Records contained in a dataset:

------------------------------------------------------------

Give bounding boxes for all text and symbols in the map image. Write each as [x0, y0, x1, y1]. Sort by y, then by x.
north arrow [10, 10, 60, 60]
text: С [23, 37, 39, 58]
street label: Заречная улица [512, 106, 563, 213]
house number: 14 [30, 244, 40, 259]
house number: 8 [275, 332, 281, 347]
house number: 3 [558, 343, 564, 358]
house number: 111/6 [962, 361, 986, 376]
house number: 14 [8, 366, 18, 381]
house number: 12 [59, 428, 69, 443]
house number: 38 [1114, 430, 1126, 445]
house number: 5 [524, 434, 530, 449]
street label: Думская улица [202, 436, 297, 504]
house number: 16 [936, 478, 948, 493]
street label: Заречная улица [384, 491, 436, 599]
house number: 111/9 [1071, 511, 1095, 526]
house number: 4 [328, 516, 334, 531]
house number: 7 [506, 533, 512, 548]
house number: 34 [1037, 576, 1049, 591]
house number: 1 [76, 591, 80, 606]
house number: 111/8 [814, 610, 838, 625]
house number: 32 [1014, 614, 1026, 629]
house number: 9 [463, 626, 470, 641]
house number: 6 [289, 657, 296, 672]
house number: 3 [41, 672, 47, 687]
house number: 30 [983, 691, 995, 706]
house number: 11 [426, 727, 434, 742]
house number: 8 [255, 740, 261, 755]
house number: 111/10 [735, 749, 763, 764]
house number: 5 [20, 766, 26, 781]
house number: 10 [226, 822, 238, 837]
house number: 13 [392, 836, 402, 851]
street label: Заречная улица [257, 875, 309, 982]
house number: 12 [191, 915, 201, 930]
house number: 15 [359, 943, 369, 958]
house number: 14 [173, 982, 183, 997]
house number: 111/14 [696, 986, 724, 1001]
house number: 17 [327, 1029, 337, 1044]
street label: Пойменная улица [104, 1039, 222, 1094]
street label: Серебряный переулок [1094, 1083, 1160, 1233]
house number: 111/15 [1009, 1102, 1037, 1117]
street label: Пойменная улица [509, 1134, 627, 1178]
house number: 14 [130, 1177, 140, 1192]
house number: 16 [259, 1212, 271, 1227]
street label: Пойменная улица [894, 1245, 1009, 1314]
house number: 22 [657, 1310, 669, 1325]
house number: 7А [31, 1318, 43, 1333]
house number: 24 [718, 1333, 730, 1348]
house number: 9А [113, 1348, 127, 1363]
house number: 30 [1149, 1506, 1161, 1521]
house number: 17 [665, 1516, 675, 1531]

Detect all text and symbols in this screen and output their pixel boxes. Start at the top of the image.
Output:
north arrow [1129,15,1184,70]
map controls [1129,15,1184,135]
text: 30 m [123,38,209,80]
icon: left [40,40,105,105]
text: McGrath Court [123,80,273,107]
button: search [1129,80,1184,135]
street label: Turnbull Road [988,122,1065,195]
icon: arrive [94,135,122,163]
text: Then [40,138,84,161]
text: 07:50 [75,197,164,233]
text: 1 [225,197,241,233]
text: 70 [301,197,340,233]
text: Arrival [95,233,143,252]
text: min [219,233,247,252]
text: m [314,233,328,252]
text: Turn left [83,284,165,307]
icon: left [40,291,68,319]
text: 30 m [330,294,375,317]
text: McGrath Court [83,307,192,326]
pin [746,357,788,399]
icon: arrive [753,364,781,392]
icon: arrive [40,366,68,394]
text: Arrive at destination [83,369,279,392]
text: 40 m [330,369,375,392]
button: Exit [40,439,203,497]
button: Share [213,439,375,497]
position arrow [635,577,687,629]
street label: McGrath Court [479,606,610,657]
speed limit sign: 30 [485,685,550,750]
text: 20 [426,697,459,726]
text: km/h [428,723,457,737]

------------------------------------------------------------

=== Assignment ===
Show me all lines in the records that contain "label".

=== Solution to this task ===
street label: Заречная улица [512, 106, 563, 213]
street label: Думская улица [202, 436, 297, 504]
street label: Заречная улица [384, 491, 436, 599]
street label: Заречная улица [257, 875, 309, 982]
street label: Пойменная улица [104, 1039, 222, 1094]
street label: Серебряный переулок [1094, 1083, 1160, 1233]
street label: Пойменная улица [509, 1134, 627, 1178]
street label: Пойменная улица [894, 1245, 1009, 1314]
street label: Turnbull Road [988,122,1065,195]
street label: McGrath Court [479,606,610,657]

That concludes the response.